Lihsa made his debut for the first team of BFC Dynamo against ASG Vorwärts Meiningen in the round of 16 of the 1966–67 FDGB-Pokal on 3 December 1966. He then made his debut for BFC Dynamo in the DDR-Oberliga away against BSG Chemie Leipzig in the first matchday of the 1968-69 DDR-Oberliga on 17 August 1968. Lihsa was mostly used in the reserve team BFC Dynamo II during his first seasons at the club. He finally rose to become the first-choice goalkeeper of BFC Dynamo in the 1970–71 season with 24 league appearances. Lihsa was voted the 1971 and 1972 BFC Footballer of the Year at the sixth and seventh edition of the club's traditional annual ball in the Dynamo-Sporthalle at the beginning of the new year. Lihsa retired from his playing career after the 1974–75 season. He played a total of 148 competitive matches for BFC Dynamo during his career.

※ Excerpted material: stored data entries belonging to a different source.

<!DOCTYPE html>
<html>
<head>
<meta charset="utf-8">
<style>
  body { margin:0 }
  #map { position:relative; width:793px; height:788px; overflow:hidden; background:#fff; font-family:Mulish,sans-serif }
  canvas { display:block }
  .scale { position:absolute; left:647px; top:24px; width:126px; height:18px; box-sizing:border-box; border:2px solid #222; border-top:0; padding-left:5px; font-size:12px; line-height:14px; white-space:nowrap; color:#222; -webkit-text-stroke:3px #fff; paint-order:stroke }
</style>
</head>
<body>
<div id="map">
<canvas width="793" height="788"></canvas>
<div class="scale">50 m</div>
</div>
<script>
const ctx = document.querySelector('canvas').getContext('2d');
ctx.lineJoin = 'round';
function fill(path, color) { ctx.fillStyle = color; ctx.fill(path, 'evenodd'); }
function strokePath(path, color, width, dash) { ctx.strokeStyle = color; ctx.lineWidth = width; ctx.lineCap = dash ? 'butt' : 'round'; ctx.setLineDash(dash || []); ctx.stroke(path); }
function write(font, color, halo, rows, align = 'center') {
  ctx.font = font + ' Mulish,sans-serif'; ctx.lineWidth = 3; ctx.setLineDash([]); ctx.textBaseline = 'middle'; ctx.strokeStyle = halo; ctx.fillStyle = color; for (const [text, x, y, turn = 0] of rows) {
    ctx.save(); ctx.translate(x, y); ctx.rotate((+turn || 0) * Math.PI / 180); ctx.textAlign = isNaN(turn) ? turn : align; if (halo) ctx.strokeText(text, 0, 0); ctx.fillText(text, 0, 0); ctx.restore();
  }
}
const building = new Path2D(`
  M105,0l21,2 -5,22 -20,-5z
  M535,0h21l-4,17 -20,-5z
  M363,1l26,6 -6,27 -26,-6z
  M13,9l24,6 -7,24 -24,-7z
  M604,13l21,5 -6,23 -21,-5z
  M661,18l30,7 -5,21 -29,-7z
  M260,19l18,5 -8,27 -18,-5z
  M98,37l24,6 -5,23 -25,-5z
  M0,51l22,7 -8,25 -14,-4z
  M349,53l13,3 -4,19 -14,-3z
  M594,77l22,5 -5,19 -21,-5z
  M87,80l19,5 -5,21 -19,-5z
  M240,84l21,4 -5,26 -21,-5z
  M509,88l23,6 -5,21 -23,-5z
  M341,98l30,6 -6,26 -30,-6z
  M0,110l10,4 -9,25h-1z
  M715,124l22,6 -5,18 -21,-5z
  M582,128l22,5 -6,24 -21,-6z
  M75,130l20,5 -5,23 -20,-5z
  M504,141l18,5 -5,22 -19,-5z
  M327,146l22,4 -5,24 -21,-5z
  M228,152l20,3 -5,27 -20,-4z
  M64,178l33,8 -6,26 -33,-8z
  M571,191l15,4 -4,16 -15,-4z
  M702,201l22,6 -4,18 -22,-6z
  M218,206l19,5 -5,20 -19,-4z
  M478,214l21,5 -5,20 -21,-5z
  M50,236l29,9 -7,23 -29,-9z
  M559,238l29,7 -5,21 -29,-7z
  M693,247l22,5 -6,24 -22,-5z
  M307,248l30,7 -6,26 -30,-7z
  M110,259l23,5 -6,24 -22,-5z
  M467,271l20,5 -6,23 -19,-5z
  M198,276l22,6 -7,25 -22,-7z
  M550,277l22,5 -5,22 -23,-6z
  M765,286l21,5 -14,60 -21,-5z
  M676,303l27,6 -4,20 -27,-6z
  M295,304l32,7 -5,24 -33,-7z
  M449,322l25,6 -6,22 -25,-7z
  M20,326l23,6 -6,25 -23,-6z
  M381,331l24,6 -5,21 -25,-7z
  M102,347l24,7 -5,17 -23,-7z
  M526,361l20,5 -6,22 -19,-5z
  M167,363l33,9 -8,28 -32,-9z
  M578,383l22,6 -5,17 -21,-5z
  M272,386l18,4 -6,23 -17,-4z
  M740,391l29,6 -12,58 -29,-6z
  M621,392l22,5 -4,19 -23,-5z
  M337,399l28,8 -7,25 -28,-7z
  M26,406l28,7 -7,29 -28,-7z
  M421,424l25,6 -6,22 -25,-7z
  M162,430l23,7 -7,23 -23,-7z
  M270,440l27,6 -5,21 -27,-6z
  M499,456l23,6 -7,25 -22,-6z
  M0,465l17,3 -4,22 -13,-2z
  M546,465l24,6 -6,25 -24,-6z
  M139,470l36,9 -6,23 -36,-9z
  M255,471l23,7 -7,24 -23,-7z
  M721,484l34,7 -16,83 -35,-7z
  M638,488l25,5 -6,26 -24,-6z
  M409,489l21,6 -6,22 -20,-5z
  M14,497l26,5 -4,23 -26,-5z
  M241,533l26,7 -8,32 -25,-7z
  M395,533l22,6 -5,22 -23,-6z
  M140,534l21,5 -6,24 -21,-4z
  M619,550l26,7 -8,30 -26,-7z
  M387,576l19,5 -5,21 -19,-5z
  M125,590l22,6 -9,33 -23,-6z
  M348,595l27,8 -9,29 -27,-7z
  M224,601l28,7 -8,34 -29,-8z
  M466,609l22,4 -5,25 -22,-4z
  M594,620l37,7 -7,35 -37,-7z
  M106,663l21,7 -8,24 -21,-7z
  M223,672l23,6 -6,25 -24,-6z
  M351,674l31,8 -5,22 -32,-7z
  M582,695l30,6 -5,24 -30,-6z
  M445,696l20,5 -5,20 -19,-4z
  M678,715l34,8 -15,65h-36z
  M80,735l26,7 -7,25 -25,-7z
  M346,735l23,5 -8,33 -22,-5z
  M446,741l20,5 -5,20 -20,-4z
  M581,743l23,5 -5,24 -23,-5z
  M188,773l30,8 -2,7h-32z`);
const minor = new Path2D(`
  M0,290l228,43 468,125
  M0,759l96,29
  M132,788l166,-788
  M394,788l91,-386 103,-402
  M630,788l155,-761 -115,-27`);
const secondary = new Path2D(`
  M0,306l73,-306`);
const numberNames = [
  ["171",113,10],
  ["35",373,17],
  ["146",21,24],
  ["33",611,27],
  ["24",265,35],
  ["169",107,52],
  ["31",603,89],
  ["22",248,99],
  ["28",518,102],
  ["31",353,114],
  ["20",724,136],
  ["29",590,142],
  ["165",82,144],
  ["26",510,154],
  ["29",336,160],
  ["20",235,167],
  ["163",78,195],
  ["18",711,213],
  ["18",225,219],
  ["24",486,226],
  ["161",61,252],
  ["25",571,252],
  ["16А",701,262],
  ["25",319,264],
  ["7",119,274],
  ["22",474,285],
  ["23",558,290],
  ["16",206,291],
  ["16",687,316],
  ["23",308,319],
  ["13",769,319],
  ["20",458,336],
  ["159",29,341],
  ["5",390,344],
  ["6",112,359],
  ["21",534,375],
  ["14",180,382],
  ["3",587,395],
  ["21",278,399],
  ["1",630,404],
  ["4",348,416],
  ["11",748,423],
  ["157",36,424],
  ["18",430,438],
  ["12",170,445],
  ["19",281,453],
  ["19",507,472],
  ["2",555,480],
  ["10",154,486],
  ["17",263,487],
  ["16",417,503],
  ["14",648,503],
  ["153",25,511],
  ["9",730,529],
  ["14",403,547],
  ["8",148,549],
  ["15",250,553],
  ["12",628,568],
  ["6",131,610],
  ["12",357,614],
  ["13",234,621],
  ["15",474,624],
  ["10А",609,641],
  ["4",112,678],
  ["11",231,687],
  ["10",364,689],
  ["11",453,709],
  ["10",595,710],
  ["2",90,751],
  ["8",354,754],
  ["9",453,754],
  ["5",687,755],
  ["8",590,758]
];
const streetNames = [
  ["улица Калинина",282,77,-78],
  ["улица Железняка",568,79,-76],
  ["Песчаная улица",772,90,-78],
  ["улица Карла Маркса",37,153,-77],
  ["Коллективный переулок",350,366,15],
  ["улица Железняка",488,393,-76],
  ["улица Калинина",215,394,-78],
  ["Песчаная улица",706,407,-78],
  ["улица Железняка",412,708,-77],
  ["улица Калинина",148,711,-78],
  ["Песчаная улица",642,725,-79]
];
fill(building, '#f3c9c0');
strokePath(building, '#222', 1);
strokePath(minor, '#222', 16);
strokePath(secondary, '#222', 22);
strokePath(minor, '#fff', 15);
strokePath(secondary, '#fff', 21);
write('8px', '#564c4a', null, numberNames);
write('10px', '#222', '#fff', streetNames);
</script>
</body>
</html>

== International career ==
Lihsa won his single international cap in a friendly against Czechoslovakia in late 1972.

== Career after pro times ==
Lihsa was a trained locksmith. He attended the Technical school of the East German Ministry of the Interior during his time at BFC Dynamo. After retiring from his playing career he worked as a groundskeeper at the Sportforum Hohenschönhausen among other things.